### RECORDS SHOWN

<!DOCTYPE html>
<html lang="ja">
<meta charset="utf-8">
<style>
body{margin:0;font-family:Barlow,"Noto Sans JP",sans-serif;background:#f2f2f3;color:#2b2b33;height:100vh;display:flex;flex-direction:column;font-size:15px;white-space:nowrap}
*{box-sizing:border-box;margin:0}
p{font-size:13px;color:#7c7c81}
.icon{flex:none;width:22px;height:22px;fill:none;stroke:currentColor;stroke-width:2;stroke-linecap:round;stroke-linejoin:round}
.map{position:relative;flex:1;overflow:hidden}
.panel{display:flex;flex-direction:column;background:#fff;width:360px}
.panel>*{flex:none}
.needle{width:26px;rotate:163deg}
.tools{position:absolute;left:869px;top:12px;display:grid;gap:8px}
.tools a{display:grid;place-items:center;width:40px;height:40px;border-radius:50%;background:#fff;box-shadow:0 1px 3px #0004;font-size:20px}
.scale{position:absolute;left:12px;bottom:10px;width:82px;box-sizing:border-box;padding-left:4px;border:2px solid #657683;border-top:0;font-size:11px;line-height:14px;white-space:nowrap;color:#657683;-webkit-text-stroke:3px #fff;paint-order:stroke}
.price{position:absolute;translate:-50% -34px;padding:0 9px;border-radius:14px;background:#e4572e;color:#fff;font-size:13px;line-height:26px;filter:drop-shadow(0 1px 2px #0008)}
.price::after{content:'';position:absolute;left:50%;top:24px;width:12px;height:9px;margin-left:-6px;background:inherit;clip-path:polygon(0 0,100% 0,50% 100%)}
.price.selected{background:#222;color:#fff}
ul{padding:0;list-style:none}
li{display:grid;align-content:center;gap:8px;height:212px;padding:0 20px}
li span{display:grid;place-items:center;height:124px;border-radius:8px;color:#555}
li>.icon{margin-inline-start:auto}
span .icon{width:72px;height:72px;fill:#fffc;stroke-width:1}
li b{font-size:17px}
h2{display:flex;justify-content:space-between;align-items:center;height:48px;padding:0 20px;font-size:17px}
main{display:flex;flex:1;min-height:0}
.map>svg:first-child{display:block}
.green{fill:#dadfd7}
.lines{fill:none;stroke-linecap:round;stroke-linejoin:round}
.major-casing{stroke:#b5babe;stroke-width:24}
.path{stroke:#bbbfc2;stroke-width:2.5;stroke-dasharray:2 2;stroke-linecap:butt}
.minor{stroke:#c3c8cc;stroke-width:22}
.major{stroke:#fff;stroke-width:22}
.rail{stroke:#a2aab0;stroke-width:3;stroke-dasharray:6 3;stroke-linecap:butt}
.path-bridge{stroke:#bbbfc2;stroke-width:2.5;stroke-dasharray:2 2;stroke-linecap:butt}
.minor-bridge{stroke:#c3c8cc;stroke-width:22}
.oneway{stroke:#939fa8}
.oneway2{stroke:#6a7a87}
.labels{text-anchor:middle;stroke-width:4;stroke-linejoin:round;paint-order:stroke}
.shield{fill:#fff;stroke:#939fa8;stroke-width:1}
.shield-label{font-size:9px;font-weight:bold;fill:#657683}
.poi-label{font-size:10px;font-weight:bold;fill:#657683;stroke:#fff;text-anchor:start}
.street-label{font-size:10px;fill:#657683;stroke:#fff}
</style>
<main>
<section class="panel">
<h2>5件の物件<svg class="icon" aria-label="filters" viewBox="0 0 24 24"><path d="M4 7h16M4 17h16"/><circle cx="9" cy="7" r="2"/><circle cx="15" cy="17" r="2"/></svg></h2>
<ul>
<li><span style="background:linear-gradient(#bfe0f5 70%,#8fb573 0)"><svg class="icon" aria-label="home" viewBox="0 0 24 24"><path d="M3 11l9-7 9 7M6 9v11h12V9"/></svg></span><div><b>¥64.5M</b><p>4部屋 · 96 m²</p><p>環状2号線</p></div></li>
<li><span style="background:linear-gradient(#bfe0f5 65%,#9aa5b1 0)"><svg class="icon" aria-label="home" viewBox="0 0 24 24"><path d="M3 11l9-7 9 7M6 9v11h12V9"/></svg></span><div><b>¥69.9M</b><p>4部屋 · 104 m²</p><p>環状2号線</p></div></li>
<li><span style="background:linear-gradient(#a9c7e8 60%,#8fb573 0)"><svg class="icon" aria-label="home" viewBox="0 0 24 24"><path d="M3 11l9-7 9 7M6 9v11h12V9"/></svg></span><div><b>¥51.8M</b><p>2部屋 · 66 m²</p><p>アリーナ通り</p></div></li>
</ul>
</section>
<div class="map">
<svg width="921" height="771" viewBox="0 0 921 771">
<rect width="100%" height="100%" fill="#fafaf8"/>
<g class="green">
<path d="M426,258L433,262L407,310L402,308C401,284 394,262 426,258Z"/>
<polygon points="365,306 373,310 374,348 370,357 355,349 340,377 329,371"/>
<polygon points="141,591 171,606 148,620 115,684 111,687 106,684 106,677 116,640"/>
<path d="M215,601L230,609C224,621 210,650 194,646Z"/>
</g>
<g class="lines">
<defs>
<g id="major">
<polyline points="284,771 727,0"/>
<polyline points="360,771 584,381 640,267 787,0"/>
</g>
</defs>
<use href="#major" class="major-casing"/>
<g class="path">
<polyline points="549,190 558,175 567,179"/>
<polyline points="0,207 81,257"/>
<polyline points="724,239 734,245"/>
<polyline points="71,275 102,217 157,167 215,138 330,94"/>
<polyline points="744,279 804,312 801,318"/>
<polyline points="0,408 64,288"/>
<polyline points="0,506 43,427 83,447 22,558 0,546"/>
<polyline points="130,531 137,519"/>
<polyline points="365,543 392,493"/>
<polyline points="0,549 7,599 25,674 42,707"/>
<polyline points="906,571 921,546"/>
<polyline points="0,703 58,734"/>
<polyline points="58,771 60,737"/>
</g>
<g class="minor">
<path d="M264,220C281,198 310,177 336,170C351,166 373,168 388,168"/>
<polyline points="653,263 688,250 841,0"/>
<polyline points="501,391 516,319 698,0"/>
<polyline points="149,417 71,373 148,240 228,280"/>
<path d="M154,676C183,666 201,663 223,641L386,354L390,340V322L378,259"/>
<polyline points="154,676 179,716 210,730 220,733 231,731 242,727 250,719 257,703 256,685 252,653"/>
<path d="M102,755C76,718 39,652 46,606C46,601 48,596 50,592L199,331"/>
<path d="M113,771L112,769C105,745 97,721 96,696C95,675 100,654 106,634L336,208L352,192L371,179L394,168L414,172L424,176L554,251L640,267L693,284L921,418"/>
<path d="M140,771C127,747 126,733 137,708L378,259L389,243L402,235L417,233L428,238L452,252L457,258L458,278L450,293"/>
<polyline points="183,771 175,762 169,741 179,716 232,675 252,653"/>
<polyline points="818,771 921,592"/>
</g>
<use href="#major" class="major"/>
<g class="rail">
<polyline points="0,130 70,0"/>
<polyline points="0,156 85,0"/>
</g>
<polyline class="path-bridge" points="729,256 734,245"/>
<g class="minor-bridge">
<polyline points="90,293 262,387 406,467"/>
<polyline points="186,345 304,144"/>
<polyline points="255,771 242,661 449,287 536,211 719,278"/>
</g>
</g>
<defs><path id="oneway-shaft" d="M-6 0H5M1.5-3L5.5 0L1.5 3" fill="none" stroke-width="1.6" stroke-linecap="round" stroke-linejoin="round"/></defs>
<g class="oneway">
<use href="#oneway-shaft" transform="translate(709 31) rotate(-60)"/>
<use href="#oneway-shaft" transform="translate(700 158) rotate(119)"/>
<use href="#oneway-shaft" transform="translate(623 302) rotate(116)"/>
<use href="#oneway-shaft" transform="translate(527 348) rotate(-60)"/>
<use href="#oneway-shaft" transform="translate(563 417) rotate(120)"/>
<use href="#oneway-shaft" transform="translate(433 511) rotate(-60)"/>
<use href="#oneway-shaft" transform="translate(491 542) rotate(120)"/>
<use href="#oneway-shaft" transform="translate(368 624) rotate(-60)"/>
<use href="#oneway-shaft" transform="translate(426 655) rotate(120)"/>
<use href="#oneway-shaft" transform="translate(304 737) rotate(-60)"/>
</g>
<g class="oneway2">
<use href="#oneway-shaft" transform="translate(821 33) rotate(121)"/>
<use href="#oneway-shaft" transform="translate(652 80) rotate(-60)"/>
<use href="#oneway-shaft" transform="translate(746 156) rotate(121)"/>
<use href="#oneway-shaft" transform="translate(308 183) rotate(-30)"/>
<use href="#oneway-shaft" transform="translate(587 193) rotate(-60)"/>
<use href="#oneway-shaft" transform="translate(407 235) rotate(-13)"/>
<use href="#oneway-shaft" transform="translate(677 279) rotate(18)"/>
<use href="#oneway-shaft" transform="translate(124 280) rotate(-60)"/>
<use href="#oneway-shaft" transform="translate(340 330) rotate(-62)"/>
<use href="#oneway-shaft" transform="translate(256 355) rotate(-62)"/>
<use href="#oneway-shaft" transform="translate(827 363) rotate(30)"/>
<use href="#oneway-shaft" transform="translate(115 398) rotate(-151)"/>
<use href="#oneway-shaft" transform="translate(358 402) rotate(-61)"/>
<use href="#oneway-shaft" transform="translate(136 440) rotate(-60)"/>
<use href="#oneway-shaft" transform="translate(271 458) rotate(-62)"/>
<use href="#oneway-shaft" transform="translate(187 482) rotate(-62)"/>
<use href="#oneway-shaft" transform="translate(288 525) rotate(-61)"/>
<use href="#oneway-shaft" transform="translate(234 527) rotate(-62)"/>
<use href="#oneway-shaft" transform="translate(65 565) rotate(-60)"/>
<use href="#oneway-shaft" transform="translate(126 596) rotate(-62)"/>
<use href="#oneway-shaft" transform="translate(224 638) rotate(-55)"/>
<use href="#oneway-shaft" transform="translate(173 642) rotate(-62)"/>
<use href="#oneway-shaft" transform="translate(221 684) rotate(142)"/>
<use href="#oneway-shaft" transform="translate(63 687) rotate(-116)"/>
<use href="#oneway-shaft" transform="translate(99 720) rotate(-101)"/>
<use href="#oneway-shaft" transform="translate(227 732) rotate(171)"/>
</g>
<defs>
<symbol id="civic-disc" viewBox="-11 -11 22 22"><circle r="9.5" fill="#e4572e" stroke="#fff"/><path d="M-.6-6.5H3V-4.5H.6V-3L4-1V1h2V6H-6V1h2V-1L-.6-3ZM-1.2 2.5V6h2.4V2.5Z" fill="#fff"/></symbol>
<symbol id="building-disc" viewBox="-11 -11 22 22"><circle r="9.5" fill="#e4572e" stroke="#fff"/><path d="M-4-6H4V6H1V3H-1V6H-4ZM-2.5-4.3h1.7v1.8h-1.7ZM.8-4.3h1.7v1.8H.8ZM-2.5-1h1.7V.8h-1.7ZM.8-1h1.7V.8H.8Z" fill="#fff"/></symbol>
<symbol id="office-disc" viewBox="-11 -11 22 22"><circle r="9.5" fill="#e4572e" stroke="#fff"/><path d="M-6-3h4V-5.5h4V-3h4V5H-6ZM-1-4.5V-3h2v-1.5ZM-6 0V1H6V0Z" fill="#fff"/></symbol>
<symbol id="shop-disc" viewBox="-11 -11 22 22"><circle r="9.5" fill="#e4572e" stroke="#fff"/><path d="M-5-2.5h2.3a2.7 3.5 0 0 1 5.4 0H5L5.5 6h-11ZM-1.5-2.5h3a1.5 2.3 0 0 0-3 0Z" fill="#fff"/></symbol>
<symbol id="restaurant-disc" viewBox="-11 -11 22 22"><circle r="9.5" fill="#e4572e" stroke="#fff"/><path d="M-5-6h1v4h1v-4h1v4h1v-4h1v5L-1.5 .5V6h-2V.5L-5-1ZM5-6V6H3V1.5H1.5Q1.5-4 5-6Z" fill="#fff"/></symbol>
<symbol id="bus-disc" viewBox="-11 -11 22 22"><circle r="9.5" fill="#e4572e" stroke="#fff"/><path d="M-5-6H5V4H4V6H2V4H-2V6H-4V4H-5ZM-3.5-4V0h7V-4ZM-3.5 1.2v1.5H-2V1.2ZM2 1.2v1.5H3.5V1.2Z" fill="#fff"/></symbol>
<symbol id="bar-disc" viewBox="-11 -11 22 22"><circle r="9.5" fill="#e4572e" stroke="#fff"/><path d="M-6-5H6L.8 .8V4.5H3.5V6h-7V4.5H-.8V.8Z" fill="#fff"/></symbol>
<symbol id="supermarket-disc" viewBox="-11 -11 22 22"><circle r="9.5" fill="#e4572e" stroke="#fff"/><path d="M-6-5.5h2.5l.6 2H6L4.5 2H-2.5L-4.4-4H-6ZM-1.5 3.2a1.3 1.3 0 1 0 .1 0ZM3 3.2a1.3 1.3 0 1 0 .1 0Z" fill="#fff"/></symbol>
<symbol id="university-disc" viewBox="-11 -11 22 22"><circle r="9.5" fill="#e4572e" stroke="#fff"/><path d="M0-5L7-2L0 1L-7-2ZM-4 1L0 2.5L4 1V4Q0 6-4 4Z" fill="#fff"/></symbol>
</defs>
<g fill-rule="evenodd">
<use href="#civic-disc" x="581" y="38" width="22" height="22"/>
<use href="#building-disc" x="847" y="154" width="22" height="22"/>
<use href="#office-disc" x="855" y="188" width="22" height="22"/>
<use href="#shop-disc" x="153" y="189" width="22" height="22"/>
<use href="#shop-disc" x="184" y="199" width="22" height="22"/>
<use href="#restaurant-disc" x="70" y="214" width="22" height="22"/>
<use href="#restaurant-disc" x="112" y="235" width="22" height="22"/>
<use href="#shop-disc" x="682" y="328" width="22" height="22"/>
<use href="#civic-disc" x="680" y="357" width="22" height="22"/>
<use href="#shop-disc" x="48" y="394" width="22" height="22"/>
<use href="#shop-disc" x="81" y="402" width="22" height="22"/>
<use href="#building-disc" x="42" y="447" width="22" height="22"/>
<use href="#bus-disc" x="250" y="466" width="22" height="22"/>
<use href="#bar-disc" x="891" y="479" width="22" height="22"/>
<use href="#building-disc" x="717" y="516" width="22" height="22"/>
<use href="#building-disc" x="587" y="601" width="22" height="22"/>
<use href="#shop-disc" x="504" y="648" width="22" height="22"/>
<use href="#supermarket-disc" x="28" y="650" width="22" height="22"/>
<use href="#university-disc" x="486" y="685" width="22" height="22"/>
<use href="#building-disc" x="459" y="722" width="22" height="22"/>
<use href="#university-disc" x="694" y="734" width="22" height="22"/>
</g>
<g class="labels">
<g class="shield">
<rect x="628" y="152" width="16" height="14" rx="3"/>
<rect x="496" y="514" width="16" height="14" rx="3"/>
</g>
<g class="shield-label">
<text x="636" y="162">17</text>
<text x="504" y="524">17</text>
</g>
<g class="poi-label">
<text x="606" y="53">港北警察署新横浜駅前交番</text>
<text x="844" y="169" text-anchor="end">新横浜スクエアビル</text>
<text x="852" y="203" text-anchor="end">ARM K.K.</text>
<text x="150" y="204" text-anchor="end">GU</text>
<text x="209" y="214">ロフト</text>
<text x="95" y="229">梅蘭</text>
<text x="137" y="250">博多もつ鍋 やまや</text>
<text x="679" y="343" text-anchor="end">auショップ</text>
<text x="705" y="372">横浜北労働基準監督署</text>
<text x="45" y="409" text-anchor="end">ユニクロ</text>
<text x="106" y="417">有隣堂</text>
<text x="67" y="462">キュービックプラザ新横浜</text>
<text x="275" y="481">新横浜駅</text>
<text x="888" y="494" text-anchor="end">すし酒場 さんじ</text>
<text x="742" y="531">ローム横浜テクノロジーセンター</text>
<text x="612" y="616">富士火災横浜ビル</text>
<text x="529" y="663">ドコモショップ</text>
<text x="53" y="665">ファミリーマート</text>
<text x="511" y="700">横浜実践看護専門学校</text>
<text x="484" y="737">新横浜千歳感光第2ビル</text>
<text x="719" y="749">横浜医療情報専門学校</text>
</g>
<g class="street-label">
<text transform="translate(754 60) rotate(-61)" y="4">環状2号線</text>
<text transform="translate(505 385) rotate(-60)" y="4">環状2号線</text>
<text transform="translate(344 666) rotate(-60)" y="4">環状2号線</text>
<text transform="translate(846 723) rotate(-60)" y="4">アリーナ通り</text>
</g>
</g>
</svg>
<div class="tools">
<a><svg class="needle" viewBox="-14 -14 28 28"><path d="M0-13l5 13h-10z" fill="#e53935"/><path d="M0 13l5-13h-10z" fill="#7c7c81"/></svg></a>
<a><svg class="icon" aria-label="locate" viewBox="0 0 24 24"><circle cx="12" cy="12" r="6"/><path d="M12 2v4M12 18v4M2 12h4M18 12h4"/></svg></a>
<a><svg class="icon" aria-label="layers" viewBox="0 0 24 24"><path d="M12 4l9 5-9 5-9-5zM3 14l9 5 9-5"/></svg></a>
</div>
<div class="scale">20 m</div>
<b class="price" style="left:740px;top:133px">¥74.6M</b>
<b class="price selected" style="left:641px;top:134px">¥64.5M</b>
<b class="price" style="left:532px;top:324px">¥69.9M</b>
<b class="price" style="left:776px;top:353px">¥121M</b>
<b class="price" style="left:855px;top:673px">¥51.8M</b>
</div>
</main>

######

__ASSIGNED TASK__
Among the records above, find each line containing the string "linejoin" and copy it.

__ANSWER SECTION__
.icon{flex:none;width:22px;height:22px;fill:none;stroke:currentColor;stroke-width:2;stroke-linecap:round;stroke-linejoin:round}
.lines{fill:none;stroke-linecap:round;stroke-linejoin:round}
.labels{text-anchor:middle;stroke-width:4;stroke-linejoin:round;paint-order:stroke}
<defs><path id="oneway-shaft" d="M-6 0H5M1.5-3L5.5 0L1.5 3" fill="none" stroke-width="1.6" stroke-linecap="round" stroke-linejoin="round"/></defs>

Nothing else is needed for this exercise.